* _Problem requirements_
Could you count the lines in the data that contain "Szczytnicka"? Reply with the number only.

* _Source data_
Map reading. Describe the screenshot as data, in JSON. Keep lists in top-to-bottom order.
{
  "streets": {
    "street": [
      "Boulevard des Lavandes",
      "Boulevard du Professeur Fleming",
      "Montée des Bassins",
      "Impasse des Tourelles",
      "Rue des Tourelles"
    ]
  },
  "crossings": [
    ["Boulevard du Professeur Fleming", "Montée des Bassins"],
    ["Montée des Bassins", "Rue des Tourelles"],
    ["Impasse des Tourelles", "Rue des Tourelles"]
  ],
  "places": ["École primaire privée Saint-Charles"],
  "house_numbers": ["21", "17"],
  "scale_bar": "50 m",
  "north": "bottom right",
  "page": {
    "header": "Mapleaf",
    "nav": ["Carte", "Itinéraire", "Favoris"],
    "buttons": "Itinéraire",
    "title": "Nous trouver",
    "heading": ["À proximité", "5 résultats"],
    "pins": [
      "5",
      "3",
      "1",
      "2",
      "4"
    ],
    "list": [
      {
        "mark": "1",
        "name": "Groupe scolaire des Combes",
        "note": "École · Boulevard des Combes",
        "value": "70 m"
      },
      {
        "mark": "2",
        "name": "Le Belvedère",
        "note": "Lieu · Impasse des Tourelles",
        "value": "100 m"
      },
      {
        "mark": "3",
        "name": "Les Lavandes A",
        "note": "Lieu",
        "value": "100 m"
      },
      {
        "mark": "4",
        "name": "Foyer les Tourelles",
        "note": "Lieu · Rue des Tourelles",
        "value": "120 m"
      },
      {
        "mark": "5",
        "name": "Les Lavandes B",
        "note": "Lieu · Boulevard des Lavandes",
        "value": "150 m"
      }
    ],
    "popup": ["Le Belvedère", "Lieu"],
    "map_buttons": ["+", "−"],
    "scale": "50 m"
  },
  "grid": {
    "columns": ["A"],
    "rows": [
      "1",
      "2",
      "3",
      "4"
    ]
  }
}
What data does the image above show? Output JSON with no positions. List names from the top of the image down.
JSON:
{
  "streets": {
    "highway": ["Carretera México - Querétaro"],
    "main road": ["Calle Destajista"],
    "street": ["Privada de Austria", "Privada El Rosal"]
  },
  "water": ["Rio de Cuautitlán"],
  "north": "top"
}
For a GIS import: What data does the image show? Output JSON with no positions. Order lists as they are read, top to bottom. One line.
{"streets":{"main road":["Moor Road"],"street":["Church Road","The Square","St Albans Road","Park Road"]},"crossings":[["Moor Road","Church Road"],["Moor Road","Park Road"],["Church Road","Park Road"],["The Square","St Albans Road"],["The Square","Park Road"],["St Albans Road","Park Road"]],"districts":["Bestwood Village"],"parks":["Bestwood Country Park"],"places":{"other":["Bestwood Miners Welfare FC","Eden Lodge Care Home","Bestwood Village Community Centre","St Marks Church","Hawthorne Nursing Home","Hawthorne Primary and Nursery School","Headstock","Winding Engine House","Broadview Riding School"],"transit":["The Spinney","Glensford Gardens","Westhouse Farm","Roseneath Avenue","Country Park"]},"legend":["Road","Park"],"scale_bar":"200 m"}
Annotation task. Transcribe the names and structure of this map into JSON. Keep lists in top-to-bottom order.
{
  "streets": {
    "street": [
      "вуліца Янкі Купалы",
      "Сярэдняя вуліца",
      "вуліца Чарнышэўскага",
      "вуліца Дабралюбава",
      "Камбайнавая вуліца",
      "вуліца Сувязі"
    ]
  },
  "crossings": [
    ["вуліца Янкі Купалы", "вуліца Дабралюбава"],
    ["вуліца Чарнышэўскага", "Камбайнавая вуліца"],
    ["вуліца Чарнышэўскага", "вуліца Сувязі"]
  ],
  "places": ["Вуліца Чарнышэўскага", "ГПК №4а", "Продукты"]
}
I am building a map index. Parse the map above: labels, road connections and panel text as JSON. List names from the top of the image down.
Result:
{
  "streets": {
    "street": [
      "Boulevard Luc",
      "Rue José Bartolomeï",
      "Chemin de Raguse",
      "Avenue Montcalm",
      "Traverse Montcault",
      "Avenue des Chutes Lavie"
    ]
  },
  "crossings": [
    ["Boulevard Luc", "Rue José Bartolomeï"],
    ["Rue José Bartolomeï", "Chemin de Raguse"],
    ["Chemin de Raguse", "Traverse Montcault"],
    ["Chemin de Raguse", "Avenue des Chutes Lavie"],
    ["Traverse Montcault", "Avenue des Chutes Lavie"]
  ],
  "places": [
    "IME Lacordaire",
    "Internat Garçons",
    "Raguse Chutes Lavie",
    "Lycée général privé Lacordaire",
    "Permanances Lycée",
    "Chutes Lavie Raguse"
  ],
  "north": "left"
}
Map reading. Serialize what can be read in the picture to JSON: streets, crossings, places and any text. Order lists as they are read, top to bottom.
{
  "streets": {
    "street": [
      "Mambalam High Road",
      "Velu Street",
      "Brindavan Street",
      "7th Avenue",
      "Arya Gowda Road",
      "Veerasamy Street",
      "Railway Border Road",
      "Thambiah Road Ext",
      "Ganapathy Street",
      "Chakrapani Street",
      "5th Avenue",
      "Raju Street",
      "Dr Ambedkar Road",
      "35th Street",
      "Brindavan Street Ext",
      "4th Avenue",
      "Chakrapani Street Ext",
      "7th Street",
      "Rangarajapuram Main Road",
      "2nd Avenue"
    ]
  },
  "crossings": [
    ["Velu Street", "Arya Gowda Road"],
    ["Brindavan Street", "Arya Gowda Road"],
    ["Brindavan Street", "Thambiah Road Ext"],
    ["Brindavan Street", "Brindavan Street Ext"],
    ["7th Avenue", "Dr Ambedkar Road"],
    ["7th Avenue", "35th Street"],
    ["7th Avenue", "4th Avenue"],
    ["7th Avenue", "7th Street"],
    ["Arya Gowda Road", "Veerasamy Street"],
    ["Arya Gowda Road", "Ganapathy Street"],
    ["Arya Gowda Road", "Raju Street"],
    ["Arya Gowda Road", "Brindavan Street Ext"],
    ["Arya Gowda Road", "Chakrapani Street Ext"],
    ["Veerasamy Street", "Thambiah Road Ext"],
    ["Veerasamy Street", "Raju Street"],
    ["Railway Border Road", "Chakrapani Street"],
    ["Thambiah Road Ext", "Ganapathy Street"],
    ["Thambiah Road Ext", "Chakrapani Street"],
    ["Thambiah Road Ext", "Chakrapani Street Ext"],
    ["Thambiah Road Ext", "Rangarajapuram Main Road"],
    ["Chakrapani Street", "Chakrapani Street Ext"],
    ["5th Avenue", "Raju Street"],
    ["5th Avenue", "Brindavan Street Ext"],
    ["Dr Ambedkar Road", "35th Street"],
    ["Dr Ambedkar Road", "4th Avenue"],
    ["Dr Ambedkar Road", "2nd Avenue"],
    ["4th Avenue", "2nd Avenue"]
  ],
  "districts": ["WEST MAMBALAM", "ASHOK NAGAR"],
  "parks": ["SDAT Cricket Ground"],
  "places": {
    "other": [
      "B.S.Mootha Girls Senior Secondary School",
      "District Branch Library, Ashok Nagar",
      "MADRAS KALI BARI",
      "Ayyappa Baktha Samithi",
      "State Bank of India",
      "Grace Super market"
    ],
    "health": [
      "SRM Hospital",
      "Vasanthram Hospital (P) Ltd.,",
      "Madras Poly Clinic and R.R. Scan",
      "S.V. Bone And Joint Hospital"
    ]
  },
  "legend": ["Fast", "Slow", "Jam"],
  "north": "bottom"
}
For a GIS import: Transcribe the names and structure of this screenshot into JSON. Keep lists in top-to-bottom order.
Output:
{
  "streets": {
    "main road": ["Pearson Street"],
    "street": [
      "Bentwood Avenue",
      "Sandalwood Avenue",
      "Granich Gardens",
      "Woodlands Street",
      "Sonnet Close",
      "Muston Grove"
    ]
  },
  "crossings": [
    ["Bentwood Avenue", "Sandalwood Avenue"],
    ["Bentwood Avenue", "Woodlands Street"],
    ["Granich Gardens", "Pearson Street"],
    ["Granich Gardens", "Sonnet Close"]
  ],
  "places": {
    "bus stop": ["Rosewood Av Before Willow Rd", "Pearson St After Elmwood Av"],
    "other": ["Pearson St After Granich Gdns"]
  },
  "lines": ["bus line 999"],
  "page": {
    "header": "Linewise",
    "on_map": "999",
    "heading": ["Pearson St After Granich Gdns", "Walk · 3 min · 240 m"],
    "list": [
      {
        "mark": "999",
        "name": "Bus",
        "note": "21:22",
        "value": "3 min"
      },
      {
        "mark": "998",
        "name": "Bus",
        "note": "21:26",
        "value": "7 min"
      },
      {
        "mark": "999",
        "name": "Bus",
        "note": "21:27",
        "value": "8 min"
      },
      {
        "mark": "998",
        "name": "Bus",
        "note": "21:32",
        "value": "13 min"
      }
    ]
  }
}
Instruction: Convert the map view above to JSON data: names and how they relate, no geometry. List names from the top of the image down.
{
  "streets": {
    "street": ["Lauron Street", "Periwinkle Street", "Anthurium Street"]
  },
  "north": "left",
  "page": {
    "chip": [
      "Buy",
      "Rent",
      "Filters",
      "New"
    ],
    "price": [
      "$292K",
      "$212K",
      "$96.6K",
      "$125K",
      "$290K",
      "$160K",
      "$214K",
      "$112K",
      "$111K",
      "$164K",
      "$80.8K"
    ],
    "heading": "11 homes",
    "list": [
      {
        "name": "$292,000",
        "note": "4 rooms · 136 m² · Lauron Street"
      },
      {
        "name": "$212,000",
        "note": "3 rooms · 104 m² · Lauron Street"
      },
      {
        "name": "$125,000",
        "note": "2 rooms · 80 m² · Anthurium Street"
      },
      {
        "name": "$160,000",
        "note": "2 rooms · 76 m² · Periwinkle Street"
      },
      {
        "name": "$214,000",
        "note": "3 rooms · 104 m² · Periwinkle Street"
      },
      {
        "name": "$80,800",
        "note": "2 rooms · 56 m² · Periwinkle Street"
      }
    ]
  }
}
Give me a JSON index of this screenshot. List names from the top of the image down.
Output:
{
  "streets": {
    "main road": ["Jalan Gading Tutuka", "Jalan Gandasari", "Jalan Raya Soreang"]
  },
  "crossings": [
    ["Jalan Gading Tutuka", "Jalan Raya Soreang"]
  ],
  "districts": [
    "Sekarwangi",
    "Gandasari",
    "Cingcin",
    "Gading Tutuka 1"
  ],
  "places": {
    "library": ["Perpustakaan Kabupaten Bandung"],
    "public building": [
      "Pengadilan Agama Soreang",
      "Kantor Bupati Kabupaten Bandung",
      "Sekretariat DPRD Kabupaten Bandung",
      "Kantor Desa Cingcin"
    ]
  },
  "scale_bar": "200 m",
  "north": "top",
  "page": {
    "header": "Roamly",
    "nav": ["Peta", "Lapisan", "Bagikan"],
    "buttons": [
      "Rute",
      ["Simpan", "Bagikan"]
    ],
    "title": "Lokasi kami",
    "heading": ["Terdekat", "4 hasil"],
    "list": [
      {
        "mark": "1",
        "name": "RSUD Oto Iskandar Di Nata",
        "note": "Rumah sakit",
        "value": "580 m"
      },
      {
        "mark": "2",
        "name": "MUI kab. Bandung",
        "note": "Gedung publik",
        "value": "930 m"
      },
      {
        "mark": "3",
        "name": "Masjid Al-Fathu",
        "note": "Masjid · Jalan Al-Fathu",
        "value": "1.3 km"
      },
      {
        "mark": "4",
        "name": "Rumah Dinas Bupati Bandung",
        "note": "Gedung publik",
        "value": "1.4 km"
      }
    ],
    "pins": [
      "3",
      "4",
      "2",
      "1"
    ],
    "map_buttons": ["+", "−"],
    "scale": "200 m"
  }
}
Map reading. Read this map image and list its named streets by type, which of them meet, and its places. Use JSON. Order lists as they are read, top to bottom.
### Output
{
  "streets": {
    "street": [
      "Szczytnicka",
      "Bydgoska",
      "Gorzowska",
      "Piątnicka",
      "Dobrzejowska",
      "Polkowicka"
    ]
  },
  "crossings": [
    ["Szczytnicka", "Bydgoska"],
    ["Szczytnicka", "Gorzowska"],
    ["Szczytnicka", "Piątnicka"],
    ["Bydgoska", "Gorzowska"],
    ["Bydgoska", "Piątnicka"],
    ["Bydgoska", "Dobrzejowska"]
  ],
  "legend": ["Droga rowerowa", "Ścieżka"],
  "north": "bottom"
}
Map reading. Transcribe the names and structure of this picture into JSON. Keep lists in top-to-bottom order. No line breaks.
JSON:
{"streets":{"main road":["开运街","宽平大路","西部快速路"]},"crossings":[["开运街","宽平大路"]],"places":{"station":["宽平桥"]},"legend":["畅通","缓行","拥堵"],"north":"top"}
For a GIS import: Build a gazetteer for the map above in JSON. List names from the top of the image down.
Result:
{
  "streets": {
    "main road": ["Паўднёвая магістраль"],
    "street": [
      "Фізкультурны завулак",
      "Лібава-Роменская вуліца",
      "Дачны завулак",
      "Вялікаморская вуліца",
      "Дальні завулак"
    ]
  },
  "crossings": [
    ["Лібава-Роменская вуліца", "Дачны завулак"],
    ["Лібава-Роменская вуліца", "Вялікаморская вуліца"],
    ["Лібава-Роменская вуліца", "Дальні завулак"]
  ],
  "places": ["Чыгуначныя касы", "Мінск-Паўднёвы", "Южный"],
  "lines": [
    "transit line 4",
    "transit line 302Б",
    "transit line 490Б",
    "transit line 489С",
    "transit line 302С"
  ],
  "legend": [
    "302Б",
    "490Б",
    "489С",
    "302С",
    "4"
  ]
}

* _Response area_
4